──────── Records for this exercise ────────
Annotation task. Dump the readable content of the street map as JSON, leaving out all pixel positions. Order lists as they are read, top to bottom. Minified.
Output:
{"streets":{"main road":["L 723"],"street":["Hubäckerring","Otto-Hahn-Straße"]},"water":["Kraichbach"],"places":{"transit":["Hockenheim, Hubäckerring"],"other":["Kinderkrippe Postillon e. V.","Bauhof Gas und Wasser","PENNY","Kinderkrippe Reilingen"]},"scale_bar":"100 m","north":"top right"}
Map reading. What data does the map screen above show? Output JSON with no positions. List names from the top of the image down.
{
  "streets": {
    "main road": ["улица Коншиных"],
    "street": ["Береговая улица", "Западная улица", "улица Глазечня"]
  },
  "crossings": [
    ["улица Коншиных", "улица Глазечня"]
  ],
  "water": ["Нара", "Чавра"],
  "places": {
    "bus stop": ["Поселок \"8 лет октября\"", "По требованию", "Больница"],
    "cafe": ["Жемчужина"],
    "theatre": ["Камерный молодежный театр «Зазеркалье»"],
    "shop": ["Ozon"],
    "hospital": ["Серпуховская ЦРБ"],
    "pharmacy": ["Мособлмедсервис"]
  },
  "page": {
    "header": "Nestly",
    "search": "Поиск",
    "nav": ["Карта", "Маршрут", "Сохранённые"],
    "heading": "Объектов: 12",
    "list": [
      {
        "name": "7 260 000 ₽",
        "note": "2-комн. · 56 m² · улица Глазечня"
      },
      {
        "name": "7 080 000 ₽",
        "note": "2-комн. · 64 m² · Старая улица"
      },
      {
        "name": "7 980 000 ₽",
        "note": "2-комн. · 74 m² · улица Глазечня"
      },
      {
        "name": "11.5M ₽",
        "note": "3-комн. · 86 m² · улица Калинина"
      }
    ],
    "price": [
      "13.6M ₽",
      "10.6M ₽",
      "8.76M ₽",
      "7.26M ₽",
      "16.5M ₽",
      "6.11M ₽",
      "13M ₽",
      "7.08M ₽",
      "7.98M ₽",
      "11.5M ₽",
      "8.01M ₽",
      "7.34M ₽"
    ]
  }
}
────────
▶ _What you need to do_: Output the data above in full and exactly.

▶ _Result for this task_:
Annotation task. Dump the readable content of the street map as JSON, leaving out all pixel positions. Order lists as they are read, top to bottom. Minified.
Output:
{"streets":{"main road":["L 723"],"street":["Hubäckerring","Otto-Hahn-Straße"]},"water":["Kraichbach"],"places":{"transit":["Hockenheim, Hubäckerring"],"other":["Kinderkrippe Postillon e. V.","Bauhof Gas und Wasser","PENNY","Kinderkrippe Reilingen"]},"scale_bar":"100 m","north":"top right"}
Map reading. What data does the map screen above show? Output JSON with no positions. List names from the top of the image down.
{
  "streets": {
    "main road": ["улица Коншиных"],
    "street": ["Береговая улица", "Западная улица", "улица Глазечня"]
  },
  "crossings": [
    ["улица Коншиных", "улица Глазечня"]
  ],
  "water": ["Нара", "Чавра"],
  "places": {
    "bus stop": ["Поселок \"8 лет октября\"", "По требованию", "Больница"],
    "cafe": ["Жемчужина"],
    "theatre": ["Камерный молодежный театр «Зазеркалье»"],
    "shop": ["Ozon"],
    "hospital": ["Серпуховская ЦРБ"],
    "pharmacy": ["Мособлмедсервис"]
  },
  "page": {
    "header": "Nestly",
    "search": "Поиск",
    "nav": ["Карта", "Маршрут", "Сохранённые"],
    "heading": "Объектов: 12",
    "list": [
      {
        "name": "7 260 000 ₽",
        "note": "2-комн. · 56 m² · улица Глазечня"
      },
      {
        "name": "7 080 000 ₽",
        "note": "2-комн. · 64 m² · Старая улица"
      },
      {
        "name": "7 980 000 ₽",
        "note": "2-комн. · 74 m² · улица Глазечня"
      },
      {
        "name": "11.5M ₽",
        "note": "3-комн. · 86 m² · улица Калинина"
      }
    ],
    "price": [
      "13.6M ₽",
      "10.6M ₽",
      "8.76M ₽",
      "7.26M ₽",
      "16.5M ₽",
      "6.11M ₽",
      "13M ₽",
      "7.08M ₽",
      "7.98M ₽",
      "11.5M ₽",
      "8.01M ₽",
      "7.34M ₽"
    ]
  }
}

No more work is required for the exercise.